L’une des dernières chansons du film dit dans son refrain "Je suis libre". Le thème de votre film pourrait être celui-là : comment j’ai acquis ma liberté.
Antoine Desrosières : Vous avez raison. C’est ce à quoi le film aboutit. Mais pour arriver à ça le film traverse de sacrées histoires.
Comment avez-vous perçu le projet au moment de l’écriture du film ?
Inas Chanti : Pour moi c’était un film sur le consentement : je voulais montrer que ce n’est pas parce qu’il n’y pas de violence que c’est moins grave, que ce n’est pas un viol, que ce n’est pas une agression. En fait aujourd’hui souvent une femme va dire qu’il lui est arrivé un truc grave et on va lui c’est bizarre, t’as pas de bleus, t’as rien en fait, on ne va pas la croire. Et je trouve ça horrible, parce que c’est une double souffrance : la personne, elle vient de subir un truc affreux, et on ne la croit pas, on l’enfonce.
Antoine Desrosières : Pour revenir à votre propos sur la liberté, le film part de la réalité et va jusqu’à l’utopie. D’ailleurs, le témoignage dont il est inspiré ne finit pas comme le film. Le film ne se contente pas de dénoncer les abus, il propose un monde dans lequel le sexe et l’amour consensuel et le respect de l’égalité du droit au désir et au plaisir des filles et des garçons seraient une réalité. Un monde dans lequel les femmes seraient les plus heureuses, mais les hommes aussi. Le film lorgne vers cette utopie là en ne la présentant pas comme inaccessible.
On est mal à l’aise en regardant le film…
Inas Chanti : Moi aussi je le suis.
Antoine Desrosières : À chaque fois que je vois le film je suis mal.
… Parce qu’on se dit que quelqu’un qui est sympathique ne peut pas se comporter de façon aussi abjecte. C’est la violence. Vous faites passer cette violence par l’humour.
Inas Chanti : En gros, on dissocie la situation de la personnalité des personnages. Les personnages sont drôles de base, c’est leur trait de caractère. Ils le sont malgré eux. Eh bien c’est des connards. Ca arrive ! A mon avis, des violeurs, il y en a des sympathiques dans la vie ! Et nous dans le film on a juste traité les deux séparément. On a fait une comédie, avec des personnages drôles, des répliques drôles, mais une histoire dramatique.

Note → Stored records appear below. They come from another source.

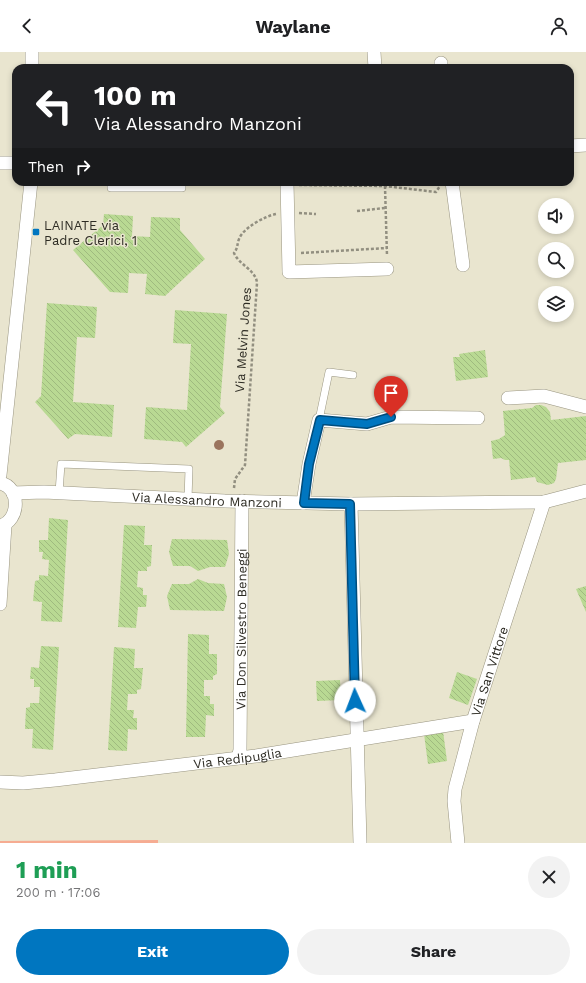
<!DOCTYPE html>
<html lang="en">
<head>
<meta charset="utf-8">
<style>
  :root { --surface:#fff; --page:#f2f2f2; --text:#202124; --muted:#757577; --accent:#0076c0 }
  body { margin:0; font-family:"Work Sans",sans-serif; background:var(--page); color:var(--text); height:100vh; display:flex; flex-direction:column; font-size:15px; white-space:nowrap }
  * { box-sizing:border-box; margin:0 }
  p { font-size:13px; color:var(--muted) }
  .icon { flex:none; width:22px; height:22px; fill:none; stroke:currentColor; stroke-width:2; stroke-linecap:round; stroke-linejoin:round }
  .map { position:relative; height:791px; overflow:hidden }
  .details { display:flex; flex-direction:column; background:var(--surface); flex:1 }
  .details>* { flex:none }
  .banner { position:absolute; left:12px; top:12px; width:562px; height:122px; border-radius:12px; box-shadow:0 2px 6px #0003; background:#202124; color:#fff; overflow:hidden }
  .buttons { position:absolute; left:538px; top:146px; display:grid; gap:8px }
  .buttons a { display:grid; place-items:center; width:36px; height:36px; border-radius:50%; background:var(--surface); box-shadow:0 2px 6px #0003; font-size:20px }
  .pin { position:absolute; display:grid; place-items:center; width:34px; height:34px; color:#fff; margin:-41px -17px; border-radius:50% 50% 50% 0; rotate:-45deg; box-shadow:0 0 4px #0007 }
  .pin .icon { rotate:45deg }
  .me { position:absolute; width:44px; margin:-22px; rotate:358deg; stroke-linejoin:round; filter:drop-shadow(0 0 3px #0008) }
  .turn { display:flex; align-items:center; gap:14px; height:84px; padding:0 16px; font-size:18px }
  .turn .icon { width:52px; height:52px; stroke-width:2.5 }
  .turn b { display:block; font-size:28px; line-height:34px }
  .then { display:flex; align-items:center; height:38px; padding:0 16px; background:#0003; gap:8px; font-size:15px }
  .round { display:grid; place-items:center; flex:none; width:42px; height:42px; border-radius:21px; background:var(--page) }
  .head { display:flex; align-items:center; justify-content:space-between; height:68px; padding:0 16px }
  h1 { font-size:24px; font-weight:700; line-height:30px; color:#1e9e55 }
  .button { display:flex; gap:8px; margin-top:auto; padding:8px 16px }
  .button a { flex:1; height:46px; border-radius:24px; background:var(--accent); color:#fff; font-size:16px; font-weight:700; line-height:46px; text-align:center }
  .button a+a { background:var(--page); color:var(--text) }
  header { display:flex; justify-content:space-between; align-items:center; height:52px; padding:0 16px; background:var(--surface); font-size:18px; font-weight:700 }
  .map>svg:first-child { display:block }
  .green { fill:#f6ac92 }
  .building { fill:url(#building-back-hatch) }
  .lines { fill:none; stroke-linecap:round; stroke-linejoin:round }
  .service-casing { stroke:#999581; stroke-width:8 }
  .minor-casing { stroke:#999581; stroke-width:14 }
  .path { stroke:#928f80; stroke-width:2.5; stroke-dasharray:3 2; stroke-linecap:butt }
  .service { stroke:#fff; stroke-width:7 }
  .minor { stroke:#fff; stroke-width:13 }
  .tree { fill:#9a745d }
  .route-casing { stroke:#004d7d; stroke-width:10 }
  .route { stroke:#0076c0; stroke-width:7 }
  .poi-dot { fill:#0076c0; stroke:#e9e5cf; stroke-width:1.5 }
  .labels { text-anchor:middle; dominant-baseline:central; stroke-width:3; stroke-linejoin:round; paint-order:stroke }
  .poi-label { font-size:13px; fill:#2e2c24; stroke:#e9e5cf; text-anchor:start }
  .street-label { font-size:13px; fill:#2e2c24; stroke:#e9e5cf }
</style>
</head>
<body>
<header><svg class="icon" aria-label="back" viewBox="0 0 24 24"><path d="M15 5l-7 7 7 7"/></svg>Waylane<svg class="icon" aria-label="person" viewBox="0 0 24 24"><circle cx="12" cy="8" r="4"/><path d="M4 21q1-7 8-7t8 7"/></svg></header>
<div class="map">
<svg width="586" height="791" viewBox="0 0 586 791">
  <defs>
    <pattern id="building-back-hatch" width="6" height="6" patternUnits="userSpaceOnUse"><rect width="6" height="6" fill="#b9d993"/><path d="M-1 5l2 2M0 0l6 6M5-1l2 2" fill="none" stroke="#9fba7f"/></pattern>
  </defs>
  <rect width="100%" height="100%" fill="#e9e5cf"/>
  <path class="green" d="M 158,788 L 158,791 L 0,791 L 0,789 Z"/>
  <g class="building">
    <path d="M 104,162 L 133,164 L 132,184 L 150,185 L 151,165 L 180,166 L 180,178 L 205,207 L 165,244 L 145,242 L 147,222 L 129,221 L 128,241 L 110,240 L 73,198 L 103,173 Z"/>
    <path d="M 47,251 L 97,255 L 95,286 L 77,285 L 73,350 L 114,353 L 112,385 L 75,382 L 68,387 L 35,350 L 41,344 Z"/>
    <path d="M 175,258 L 227,262 L 220,355 L 225,361 L 186,395 L 182,390 L 144,387 L 146,355 L 187,358 L 191,292 L 173,291 Z"/>
    <path d="M 485,298 L 488,325 L 456,329 L 453,305 L 460,305 L 459,302 Z"/>
    <path d="M 536,353 L 541,353 L 546,355 L 550,360 L 551,368 L 586,364 L 586,408 L 558,411 L 556,427 L 554,431 L 548,433 L 537,430 L 535,425 L 511,428 L 509,408 L 505,408 L 501,406 L 493,407 L 491,389 L 499,387 L 505,383 L 503,359 L 532,356 Z"/>
    <path d="M 49,466 L 68,468 L 62,570 L 41,569 L 42,550 L 33,549 L 35,529 L 39,528 L 39,523 L 48,524 L 49,508 L 42,507 L 43,500 L 39,500 L 39,488 L 48,488 Z"/>
    <path d="M 124,473 L 145,474 L 144,493 L 152,493 L 151,514 L 147,515 L 147,519 L 138,519 L 137,535 L 143,536 L 143,543 L 147,543 L 146,555 L 138,555 L 136,576 L 118,575 Z"/>
    <path d="M 172,487 L 227,488 L 229,502 L 225,515 L 210,515 L 198,519 L 190,514 L 173,514 L 169,500 Z"/>
    <path d="M 198,527 L 208,531 L 224,532 L 227,545 L 224,559 L 170,558 L 167,544 L 172,532 L 189,532 Z"/>
    <path d="M 586,534 L 586,560 L 576,537 Z"/>
    <path d="M 188,582 L 209,583 L 209,602 L 217,602 L 217,622 L 213,624 L 213,628 L 204,628 L 204,644 L 210,644 L 210,652 L 214,652 L 214,664 L 206,663 L 205,685 L 186,685 Z"/>
    <path d="M 41,594 L 59,595 L 53,698 L 32,696 L 33,677 L 25,677 L 26,656 L 30,655 L 30,651 L 39,651 L 40,635 L 34,635 L 34,627 L 30,627 L 31,615 L 39,616 Z"/>
    <path d="M 114,595 L 135,597 L 134,616 L 143,616 L 141,637 L 137,638 L 137,642 L 128,642 L 127,658 L 134,658 L 133,666 L 137,666 L 137,678 L 128,677 L 127,699 L 108,698 Z"/>
    <path d="M 457,620 L 477,627 L 468,653 L 449,646 Z"/>
    <path d="M 340,628 L 341,648 L 317,649 L 316,629 Z"/>
    <path d="M 443,679 L 447,709 L 428,712 L 424,682 Z"/>
  </g>
  <g class="lines">
    <defs>
      <g id="service">
        <path d="M 111,130 L 111,136 L 182,136 L 182,130"/>
        <path d="M 319,368 L 329,320 L 353,323"/>
        <path d="M 59,441 L 61,412 L 189,417 L 188,447"/>
      </g>
      <g id="minor">
        <path d="M 374,0 L 375,16"/>
        <path d="M 441,11 L 441,16"/>
        <path d="M 32,16 L 32,0"/>
        <path d="M 570,94 L 586,93"/>
        <path d="M 0,111 L 16,111"/>
        <path d="M 287,130 L 289,220 L 387,217"/>
        <path d="M 452,130 L 463,213"/>
        <path d="M 508,346 L 544,344 L 586,355"/>
        <path d="M 0,423 L 31,130"/>
        <path d="M 0,431 C 21,435 20,469 0,474"/>
        <path id="s1" d="M 13,441 L 44,440 L 225,449 L 351,452 L 544,450 L 586,439"/>
        <path d="M 303,451 L 309,412 L 319,368 L 367,372 L 391,365 L 478,366"/>
        <path d="M 351,452 L 360,791"/>
        <path d="M 0,552 L 5,473"/>
        <path id="s2" d="M 238,706 L 240,698 L 242,449"/>
        <path id="s3" d="M 0,730 L 23,731 L 55,728 L 256,704 L 473,669"/>
        <path id="s4" d="M 458,791 L 454,749 L 455,737 L 473,669 L 544,450"/>
      </g>
    </defs>
    <use href="#service" class="service-casing"/>
    <use href="#minor" class="minor-casing"/>
    <g class="path">
      <path d="M 299,133 L 385,134 L 436,140 L 440,134"/>
      <path d="M 385,134 L 387,204"/>
      <path d="M 357,159 L 385,156"/>
      <path d="M 299,161 L 316,162"/>
      <path d="M 301,201 L 387,196"/>
      <path d="M 234,436 L 235,427 L 245,413 L 257,231 C 256,218 239,213 234,201 C 238,196 237,192 239,187 C 243,176 265,164 276,162"/>
    </g>
    <use href="#service" class="service"/>
    <use href="#minor" class="minor"/>
  </g>
  <circle class="tree" cx="219" cy="393" r="5"/>
  <g class="lines">
    <defs>
      <path id="route" d="M 355,649 L 350,452 L 304,451 L 309,412 L 320,368 L 367,372 L 391,365"/>
    </defs>
    <use href="#route" class="route-casing"/>
    <use href="#route" class="route"/>
  </g>
  <rect class="poi-dot" x="32" y="176" width="8" height="8" rx="2"/>
  <g class="labels">
    <g class="poi-label">
      <text x="44" y="173">LAINATE via<tspan x="44" dy="15">Padre Clerici, 1</tspan></text>
    </g>
    <g class="street-label">
      <text transform="translate(243 288) rotate(-86)">Via Melvin Jones</text>
      <text stroke="none"><textPath href="#s1" startOffset="194">Via Alessandro Manzoni</textPath></text>
      <text stroke="none"><textPath href="#s2" startOffset="129">Via Don Silvestro Beneggi</textPath></text>
      <text stroke="none"><textPath href="#s4" startOffset="177">Via San Vittore</textPath></text>
      <text stroke="none"><textPath href="#s3" startOffset="239">Via Redipuglia</textPath></text>
    </g>
  </g>
</svg>
<div class="buttons">
<a><svg class="icon" aria-label="sound" viewBox="0 0 24 24"><path d="M4 9h4l5-4v14l-5-4H4zM17 9q2 3 0 6"/></svg></a>
<a><svg class="icon" aria-label="search" viewBox="0 0 24 24"><circle cx="10" cy="10" r="6"/><path d="M15 15l6 6"/></svg></a>
<a><svg class="icon" aria-label="layers" viewBox="0 0 24 24"><path d="M12 4l9 5-9 5-9-5zM3 14l9 5 9-5"/></svg></a>
</div>
<div class="pin" style="left:391px;top:365px;background:#d93025"><svg class="icon" aria-label="arrive" viewBox="0 0 24 24"><path d="M6 21V4h12l-3 4 3 4H6"/></svg></div>
<svg class="me" style="left:355px;top:649px" viewBox="-20 -20 40 40"><circle r="19" fill="#fff"/><path d="M0-13L10 11 0 6-10 11z" fill="#0076c0"/></svg>
<div class="banner">
<div class="turn"><svg class="icon" aria-label="left" viewBox="0 0 24 24"><path d="M17 20v-9H6M10 6l-5 5 5 5"/></svg><div><b>100 m</b>Via Alessandro Manzoni</div></div>
<div class="then">Then<svg class="icon" aria-label="right" viewBox="0 0 24 24"><path d="M7 20v-9h11M14 6l5 5-5 5"/></svg></div>
</div>
</div>
<section class="details">
<div class="head"><div><h1>1 min</h1><p>200 m · 17:06</p></div><a class="round"><svg class="icon" aria-label="close" viewBox="0 0 24 24"><path d="M6 6l12 12M18 6L6 18"/></svg></a></div>
<div class="button"><a>Exit</a><a>Share</a></div>
</section>
</body>
</html>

Antoine Desrosières : L’humour et le malaise font bon ménage. Notre film, on l’a fait aussi pour s’adresser aux petits cons. Ceux-là n’iront pas voir la tragédie, mais iront peut-être voir la comédie. Et la comédie va sans doute réussir à planter dans le cerveau des questions qui les feront un peu progresser dans leur positionnement vis-à-vis du consentement.
Comment vous êtes-vous embarquées dans cette écriture ?
Souad Arsane : Il y a une grande confiance mutuelle dans l’équipe. Et un partage : on s’échange nos idées, on se pose des questions, on fait en sorte que tout le monde soit d’accord, on ne force rien, on a beaucoup communiqué nos dialogues.
Et comment s’est créé le langage sur lequel repose le film ? Des dialogues d’ailleurs pas toujours faciles à comprendre pour les non-initiés…
Inas Chanti : Je ne peux pas vous répondre, on était dans l’improvisation en répétition et j’ai l’impression que quand je suis en improvisation je suis complètement folle, j’ai des idées tellement loufoques et quand je revois des scènes… Par exemple celle où le garçon joue à Pacman, c’était mon idée, je me suis dit : mais comment j’ai pu penser un truc pareil ?
Souad Arsane : Il suffit juste de poser une situation et ça vient tout seul. Comme pour beaucoup de personnes, le plus difficile, c’est d’avoir le début. Ce qui nous facilitait la chose, c’est qu’Antoine nous donnait la situation. Parfois on restait quelques minutes à tourner en rond : "Ça va ? Oui, ça va…." et puis d’un coup il y en a une qui lâche une phrase… Avec Inas il suffit que l’une dise une phrase qui parle à l’autre que celle-ci rebondit et surenchérit. Et ça peut partir jusqu’à une heure d’improvisation.
Comme le cuisinier qui cherche ses ingrédients…
Inas Chanti : Oui, mais là c’est un cuisinier qui a ça dans le sang.
La provocation me paraît être l’un des ingrédients de votre écriture. Je me trompe ?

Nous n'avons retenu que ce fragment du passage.